Ao mesmo tempo, uma ala influente do partido vai insistir para que o presidente Luiz Inácio Lula da Silva separe as atribuições de segurança pública da pasta da Justiça, caso seja reeleito, em 2026.
“Nós erramos ao não criar o Ministério da Segurança Pública”, tem dito o ex-ministro da Casa Civil José Dirceu, que concorrerá a deputado federal. Antes mesmo de ocupar a vice-presidência, Geraldo Alckmin também se posicionava a favor da divisão do ministério. A proposta, porém, não tem acordo dentro do governo.

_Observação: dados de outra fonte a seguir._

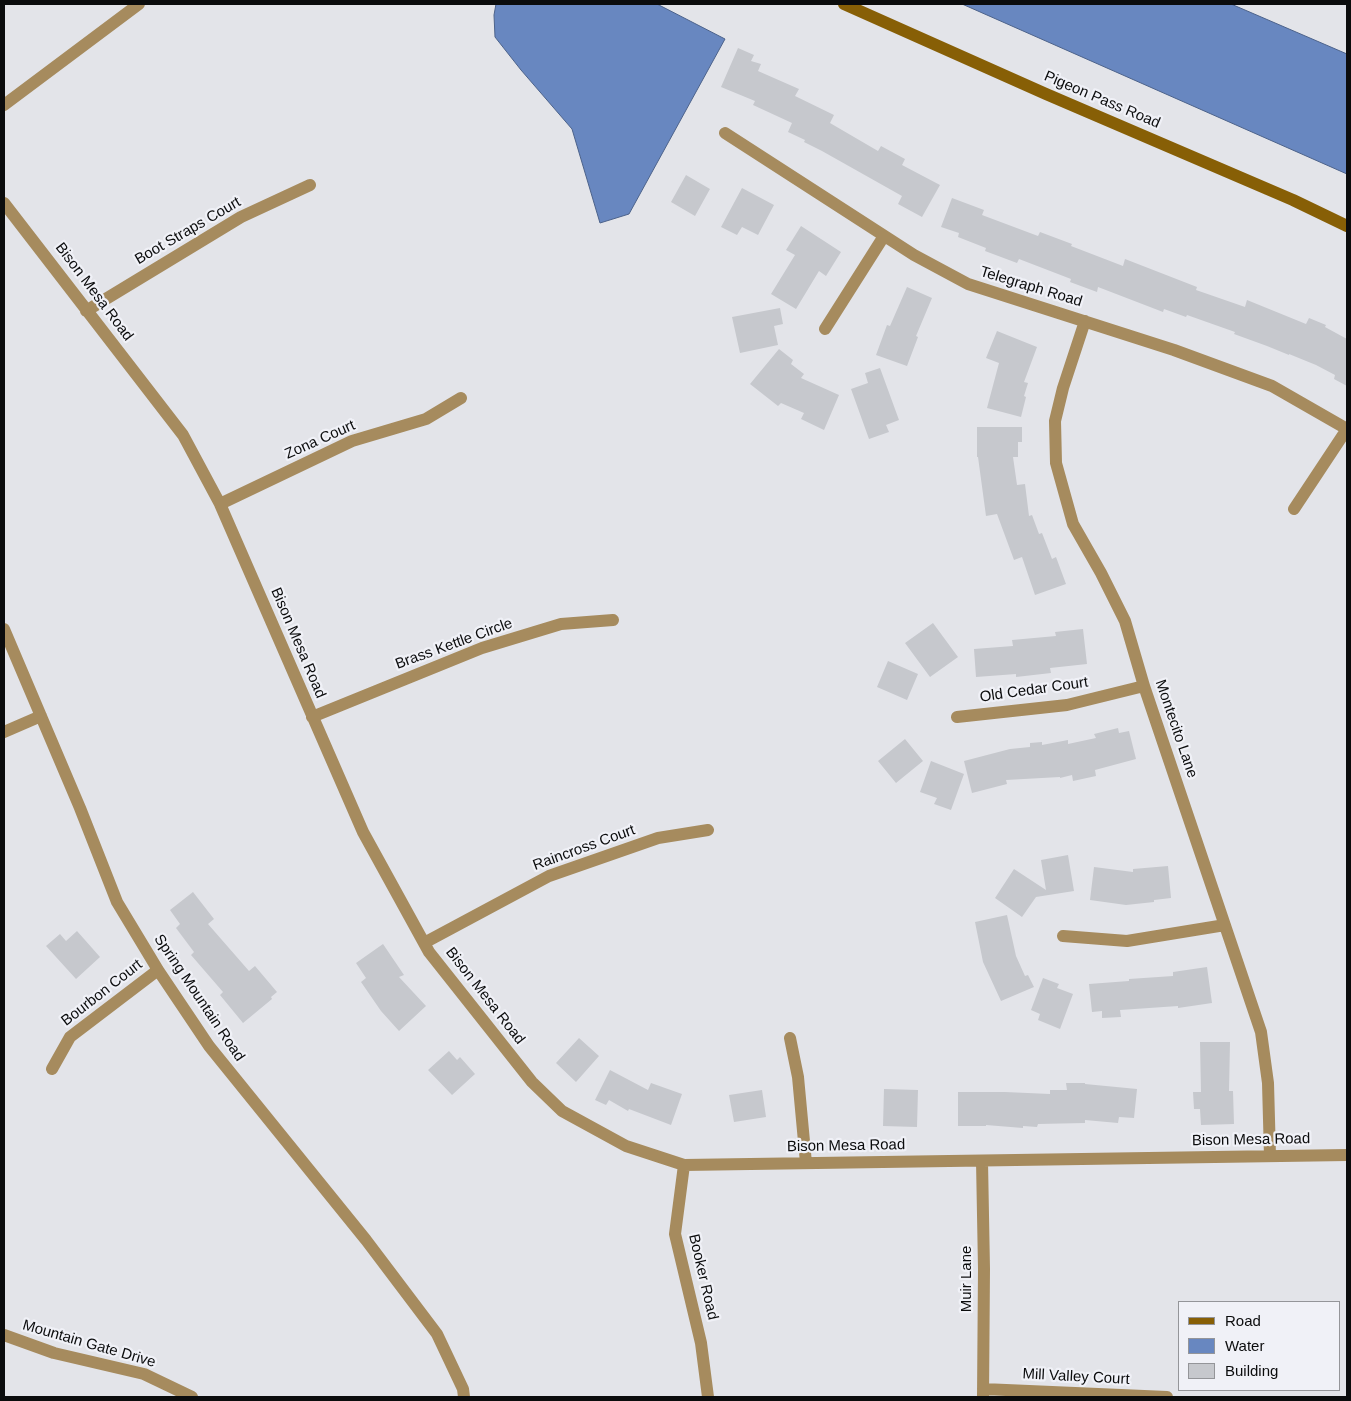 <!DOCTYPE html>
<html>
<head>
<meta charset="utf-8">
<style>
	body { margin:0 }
	#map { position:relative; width:1351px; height:1401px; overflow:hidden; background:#e3e4e9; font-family:Helvetica,sans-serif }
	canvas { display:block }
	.frame { position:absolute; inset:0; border:5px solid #0b0c0d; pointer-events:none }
	.legend { position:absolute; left:1178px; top:1301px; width:162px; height:90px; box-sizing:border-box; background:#f0f1f7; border:1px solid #949599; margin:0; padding:6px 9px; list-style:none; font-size:15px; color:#0b0c0d }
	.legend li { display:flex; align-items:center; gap:10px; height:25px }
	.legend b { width:25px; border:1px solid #949599 }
</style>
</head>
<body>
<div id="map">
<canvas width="1351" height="1401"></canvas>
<div class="frame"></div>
<ul class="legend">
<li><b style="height:6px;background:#875f06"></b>Road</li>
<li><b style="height:14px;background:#6887c0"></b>Water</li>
<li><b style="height:14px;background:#c6c8cd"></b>Building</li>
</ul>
</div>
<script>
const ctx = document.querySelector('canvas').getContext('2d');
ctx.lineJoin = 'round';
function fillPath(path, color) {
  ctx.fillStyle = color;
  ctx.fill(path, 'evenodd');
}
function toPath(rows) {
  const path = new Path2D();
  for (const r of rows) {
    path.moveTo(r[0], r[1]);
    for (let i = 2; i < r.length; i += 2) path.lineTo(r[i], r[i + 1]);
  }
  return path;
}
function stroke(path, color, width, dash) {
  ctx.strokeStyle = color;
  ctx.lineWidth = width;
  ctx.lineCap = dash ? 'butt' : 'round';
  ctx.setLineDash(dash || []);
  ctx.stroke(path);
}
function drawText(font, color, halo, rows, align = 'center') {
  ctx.font = font + ' Helvetica,sans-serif';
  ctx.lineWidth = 4.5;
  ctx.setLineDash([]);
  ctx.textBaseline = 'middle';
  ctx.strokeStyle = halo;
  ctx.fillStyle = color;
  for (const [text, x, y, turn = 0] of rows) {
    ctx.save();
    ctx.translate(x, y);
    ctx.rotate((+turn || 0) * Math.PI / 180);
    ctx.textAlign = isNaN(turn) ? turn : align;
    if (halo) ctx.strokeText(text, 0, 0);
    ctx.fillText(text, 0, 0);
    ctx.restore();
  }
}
const water = toPath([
	[496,4,657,4,725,39,629,214,600,223,572,129,521,70,495,37,494,15,496,4],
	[962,4,1231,4,1347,54,1347,174,962,4]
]);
fillPath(water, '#6887c0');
stroke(water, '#4c628a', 1);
fillPath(toPath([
	[738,48,754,55,751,61,761,64,758,71,799,89,795,96,834,115,830,123,878,151,881,146,905,159,902,165,940,185,922,217,898,204,902,196,822,151,804,142,805,140,788,132,792,123,753,105,755,101,721,87],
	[686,175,710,189,695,216,671,202],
	[742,188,774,205,758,235,742,227,737,235,721,227],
	[952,198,984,210,982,215,1038,236,1040,232,1072,244,1071,246,1123,266,1125,259,1197,287,1196,290,1245,307,1247,300,1306,324,1309,318,1326,325,1325,327,1347,339,1347,386,1334,379,1335,375,1316,365,1289,354,1289,355,1267,346,1234,334,1235,332,1187,315,1186,317,1164,309,1163,312,1098,287,1097,292,1070,282,1071,279,1019,259,1017,263,985,251,986,248,958,237,959,233,941,227],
	[801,226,841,252,826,276,819,271,796,309,771,294,795,255,786,250],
	[907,287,932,298,916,336,918,337,907,366,876,355,887,325,890,326],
	[780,308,783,324,774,326,778,345,740,353,732,317],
	[997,331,1037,347,1024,382,1028,383,1024,396,1026,397,1021,417,987,408,999,363,986,358],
	[779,349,793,360,791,364,804,374,801,378,839,395,824,430,801,419,804,413,781,403,778,406,750,384],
	[880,368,899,420,886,425,889,432,869,439,851,389,868,383,865,373],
	[977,427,1022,427,1022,442,1018,442,1018,457,1013,457,1017,485,1025,484,1029,516,1032,515,1039,534,1042,533,1052,559,1056,557,1066,584,1035,595,1022,557,1014,560,997,514,986,516,978,457,977,457],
	[933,623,958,657,930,677,905,643],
	[1083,629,1087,664,1050,668,1051,673,1016,677,1016,674,976,677,974,649,1013,646,1012,640,1056,636,1055,632],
	[888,661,918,674,907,700,877,687],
	[1118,728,1119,733,1129,731,1136,759,1095,770,1096,776,1073,781,1072,775,1060,778,1060,777,1006,780,1007,784,972,793,964,761,1010,749,1030,747,1030,743,1042,742,1042,745,1068,740,1068,744,1096,738,1094,734],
	[905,739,923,761,896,783,878,761],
	[931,761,964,774,951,810,934,804,937,798,920,792],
	[1068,855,1074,891,1036,897,1022,917,995,898,1014,869,1046,890,1041,860],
	[1168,866,1171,898,1154,900,1154,902,1126,905,1090,900,1094,867,1133,872,1133,869],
	[193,892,214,919,208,924,249,971,255,966,277,992,271,997,272,999,243,1023,220,995,223,992,191,955,194,952,176,928,180,924,170,910],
	[1007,915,1016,956,1025,976,1028,975,1034,987,1001,1001,983,962,975,922],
	[77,931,100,957,76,979,46,946,60,934,66,941],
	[383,944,404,975,399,977,426,1006,399,1031,381,1011,361,982,366,978,356,963],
	[1207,967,1212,1003,1178,1008,1178,1006,1120,1010,1121,1017,1102,1018,1102,1011,1092,1012,1089,984,1129,981,1129,979,1173,976,1173,972],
	[1043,978,1059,984,1057,988,1073,994,1060,1029,1038,1020,1040,1014,1031,1010],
	[579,1038,599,1056,576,1082,556,1063],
	[1200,1042,1230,1042,1229,1091,1233,1091,1234,1124,1201,1125,1200,1109,1194,1109,1193,1092,1201,1092],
	[449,1051,457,1060,460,1057,475,1074,452,1095,428,1070],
	[610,1070,648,1090,651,1083,682,1094,671,1125,629,1109,628,1111,609,1100,606,1105,595,1100],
	[1066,1083,1085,1083,1085,1084,1137,1089,1134,1118,1119,1117,1118,1123,1085,1120,1085,1123,1038,1124,1037,1127,1023,1126,1023,1128,986,1125,986,1126,958,1126,958,1092,1005,1092,1050,1094,1050,1090,1067,1090],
	[884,1089,918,1090,917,1127,883,1126],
	[762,1090,766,1117,734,1122,729,1095]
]), '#c6c8cd');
stroke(toPath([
	[4,105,139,4],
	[725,133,914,255,968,284,1174,350,1272,386,1347,429],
	[4,203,183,435,220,504,363,832,429,952,532,1082,562,1111,626,1146,684,1165,1347,1155],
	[86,311,241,217,310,185],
	[1085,321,1063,388,1055,421,1056,463,1073,524,1101,573,1125,621,1144,686,1261,1032,1268,1083,1270,1156],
	[825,329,884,236],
	[220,504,352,441,426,419,461,398],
	[1294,509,1347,429],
	[4,629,80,808,117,902,158,970,209,1046,366,1240,437,1334,463,1389,464,1397],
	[312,717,482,648,561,624,613,620],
	[957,717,1067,705,1144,686],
	[4,732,41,716],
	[1063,936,1127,941,1225,925],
	[424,943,549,876,658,838,708,830],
	[790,1038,798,1077,806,1163],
	[52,1069,70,1037,158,970],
	[982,1161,984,1269,983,1397],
	[684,1165,675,1234,701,1343,708,1397],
	[4,1335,54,1353,144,1374,192,1397],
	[983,1389,1167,1397]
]), '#a68b5e', 12);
stroke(toPath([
	[844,4,1046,94,1293,200,1347,226]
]), '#875f06', 12);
drawText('15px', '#0b0c0d', '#f0f1f7', [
	["Pigeon Pass Road",1102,100,23],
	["Boot Straps Court",188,231,-30],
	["Telegraph Road",1031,287,17],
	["Bison Mesa Road",94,292,53],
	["Zona Court",320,440,-24],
	["Bison Mesa Road",298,643,67],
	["Brass Kettle Circle",454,644,-20],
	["Old Cedar Court",1034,690,-8],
	["Montecito Lane",1176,729,71],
	["Raincross Court",584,848,-20],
	["Bourbon Court",102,993,-38],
	["Bison Mesa Road",485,996,52],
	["Spring Mountain Road",199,998,56],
	["Bison Mesa Road",1251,1140,-1],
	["Bison Mesa Road",846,1146,-1],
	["Booker Road",703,1277,77],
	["Muir Lane",967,1279,-90],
	["Mountain Gate Drive",89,1344,16],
	["Mill Valley Court",1076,1377,3]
]);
</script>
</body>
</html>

Preocupado em não deixar que a direita ganhe cada vez mais protagonismo nas discussões sobre o avanço do crime organizado, Lula assinou na tarde desta sexta-feira o projeto de lei antifacção, encaminhado no mesmo dia ao Congresso. Não foi só: pediu urgência ao presidente da Câmara, Hugo Motta (Republicanos-PB), para a votação do pacote de medidas.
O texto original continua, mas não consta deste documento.